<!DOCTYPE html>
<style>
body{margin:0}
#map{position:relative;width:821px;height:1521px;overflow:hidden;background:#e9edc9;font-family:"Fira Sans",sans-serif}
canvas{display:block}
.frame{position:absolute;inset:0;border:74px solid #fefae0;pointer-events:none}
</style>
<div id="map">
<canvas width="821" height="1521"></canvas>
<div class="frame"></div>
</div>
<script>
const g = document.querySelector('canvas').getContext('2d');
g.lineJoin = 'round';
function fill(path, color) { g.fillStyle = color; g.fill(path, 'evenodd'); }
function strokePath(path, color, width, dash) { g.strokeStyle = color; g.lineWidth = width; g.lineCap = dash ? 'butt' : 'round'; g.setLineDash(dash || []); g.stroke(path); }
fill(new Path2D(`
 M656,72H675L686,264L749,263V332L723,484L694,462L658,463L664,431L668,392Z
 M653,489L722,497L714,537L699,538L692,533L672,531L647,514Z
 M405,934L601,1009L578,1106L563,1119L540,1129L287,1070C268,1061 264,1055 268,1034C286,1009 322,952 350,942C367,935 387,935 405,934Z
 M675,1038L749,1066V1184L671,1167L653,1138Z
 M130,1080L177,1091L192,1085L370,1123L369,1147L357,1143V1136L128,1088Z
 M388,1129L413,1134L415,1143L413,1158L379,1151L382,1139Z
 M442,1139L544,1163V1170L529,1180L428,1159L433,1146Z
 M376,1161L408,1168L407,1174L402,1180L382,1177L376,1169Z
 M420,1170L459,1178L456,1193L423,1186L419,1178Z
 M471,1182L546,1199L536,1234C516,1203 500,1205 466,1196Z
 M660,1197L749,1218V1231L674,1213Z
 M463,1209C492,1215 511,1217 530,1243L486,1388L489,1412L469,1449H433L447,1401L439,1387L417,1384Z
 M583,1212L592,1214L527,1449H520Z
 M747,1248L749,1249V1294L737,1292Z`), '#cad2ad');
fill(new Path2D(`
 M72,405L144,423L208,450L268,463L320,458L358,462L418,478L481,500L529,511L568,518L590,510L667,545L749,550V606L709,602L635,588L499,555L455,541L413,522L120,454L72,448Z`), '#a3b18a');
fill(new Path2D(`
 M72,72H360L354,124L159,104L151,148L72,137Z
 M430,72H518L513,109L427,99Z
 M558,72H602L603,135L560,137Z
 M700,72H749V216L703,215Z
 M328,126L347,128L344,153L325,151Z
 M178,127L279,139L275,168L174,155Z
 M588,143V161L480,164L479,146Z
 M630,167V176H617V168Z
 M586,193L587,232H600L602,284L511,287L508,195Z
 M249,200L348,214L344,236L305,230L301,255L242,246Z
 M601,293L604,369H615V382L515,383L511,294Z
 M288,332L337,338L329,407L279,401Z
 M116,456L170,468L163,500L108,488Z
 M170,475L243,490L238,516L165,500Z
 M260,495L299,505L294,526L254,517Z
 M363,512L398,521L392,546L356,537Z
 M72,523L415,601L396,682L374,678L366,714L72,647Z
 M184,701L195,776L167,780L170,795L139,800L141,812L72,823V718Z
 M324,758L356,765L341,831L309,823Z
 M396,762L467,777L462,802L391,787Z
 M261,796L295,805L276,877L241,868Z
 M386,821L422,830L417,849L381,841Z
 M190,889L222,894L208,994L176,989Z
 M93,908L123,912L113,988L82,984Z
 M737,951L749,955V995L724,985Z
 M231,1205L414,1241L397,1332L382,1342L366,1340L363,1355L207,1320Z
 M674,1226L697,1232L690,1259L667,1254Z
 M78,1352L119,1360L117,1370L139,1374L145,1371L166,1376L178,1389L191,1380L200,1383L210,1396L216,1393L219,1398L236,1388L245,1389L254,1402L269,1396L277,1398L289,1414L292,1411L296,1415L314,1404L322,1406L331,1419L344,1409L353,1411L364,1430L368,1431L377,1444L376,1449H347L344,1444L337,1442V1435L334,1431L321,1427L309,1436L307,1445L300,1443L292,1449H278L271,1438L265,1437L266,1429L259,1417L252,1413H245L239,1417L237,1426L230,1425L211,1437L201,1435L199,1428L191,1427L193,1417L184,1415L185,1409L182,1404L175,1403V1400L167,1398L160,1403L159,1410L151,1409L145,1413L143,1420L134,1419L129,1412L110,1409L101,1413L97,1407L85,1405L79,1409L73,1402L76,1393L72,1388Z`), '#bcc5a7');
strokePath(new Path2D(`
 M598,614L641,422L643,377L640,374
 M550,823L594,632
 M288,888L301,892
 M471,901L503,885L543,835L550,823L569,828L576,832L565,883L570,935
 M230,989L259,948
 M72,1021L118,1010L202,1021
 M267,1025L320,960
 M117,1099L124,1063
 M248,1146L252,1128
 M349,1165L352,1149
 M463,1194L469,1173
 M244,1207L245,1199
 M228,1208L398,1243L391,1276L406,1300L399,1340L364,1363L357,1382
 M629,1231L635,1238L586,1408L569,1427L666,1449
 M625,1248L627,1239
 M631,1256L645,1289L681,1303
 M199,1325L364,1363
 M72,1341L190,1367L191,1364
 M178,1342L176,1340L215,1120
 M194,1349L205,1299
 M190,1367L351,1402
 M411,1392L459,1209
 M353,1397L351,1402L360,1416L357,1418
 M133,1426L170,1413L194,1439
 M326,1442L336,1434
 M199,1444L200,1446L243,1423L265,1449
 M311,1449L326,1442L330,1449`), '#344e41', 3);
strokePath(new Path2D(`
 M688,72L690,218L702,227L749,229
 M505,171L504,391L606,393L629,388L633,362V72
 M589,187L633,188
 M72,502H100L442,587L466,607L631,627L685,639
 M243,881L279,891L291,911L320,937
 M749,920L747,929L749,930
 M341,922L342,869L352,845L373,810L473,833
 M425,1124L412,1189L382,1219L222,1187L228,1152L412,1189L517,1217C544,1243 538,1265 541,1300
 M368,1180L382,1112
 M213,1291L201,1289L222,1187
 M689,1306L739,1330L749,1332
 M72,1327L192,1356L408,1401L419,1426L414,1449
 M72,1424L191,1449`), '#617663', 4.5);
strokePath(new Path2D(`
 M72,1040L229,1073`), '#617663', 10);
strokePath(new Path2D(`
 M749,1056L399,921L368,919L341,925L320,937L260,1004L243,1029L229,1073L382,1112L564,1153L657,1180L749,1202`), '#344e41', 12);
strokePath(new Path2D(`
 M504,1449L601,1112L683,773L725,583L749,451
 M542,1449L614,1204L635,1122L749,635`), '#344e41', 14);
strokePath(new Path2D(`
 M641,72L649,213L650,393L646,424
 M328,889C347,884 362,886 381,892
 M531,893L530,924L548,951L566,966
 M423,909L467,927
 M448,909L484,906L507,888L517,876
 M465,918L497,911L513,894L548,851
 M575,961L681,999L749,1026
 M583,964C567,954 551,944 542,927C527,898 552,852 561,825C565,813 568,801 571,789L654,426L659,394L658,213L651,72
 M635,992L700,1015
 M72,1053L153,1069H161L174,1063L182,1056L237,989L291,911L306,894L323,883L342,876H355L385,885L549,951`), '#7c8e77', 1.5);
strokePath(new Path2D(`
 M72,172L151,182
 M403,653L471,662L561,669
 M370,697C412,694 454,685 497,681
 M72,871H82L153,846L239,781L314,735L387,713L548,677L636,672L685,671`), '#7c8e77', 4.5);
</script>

Activity – Search the data above for the string "canvas". Report every line where it is found.

Written answer –
canvas{display:block}
<canvas width="821" height="1521"></canvas>
const g = document.querySelector('canvas').getContext('2d');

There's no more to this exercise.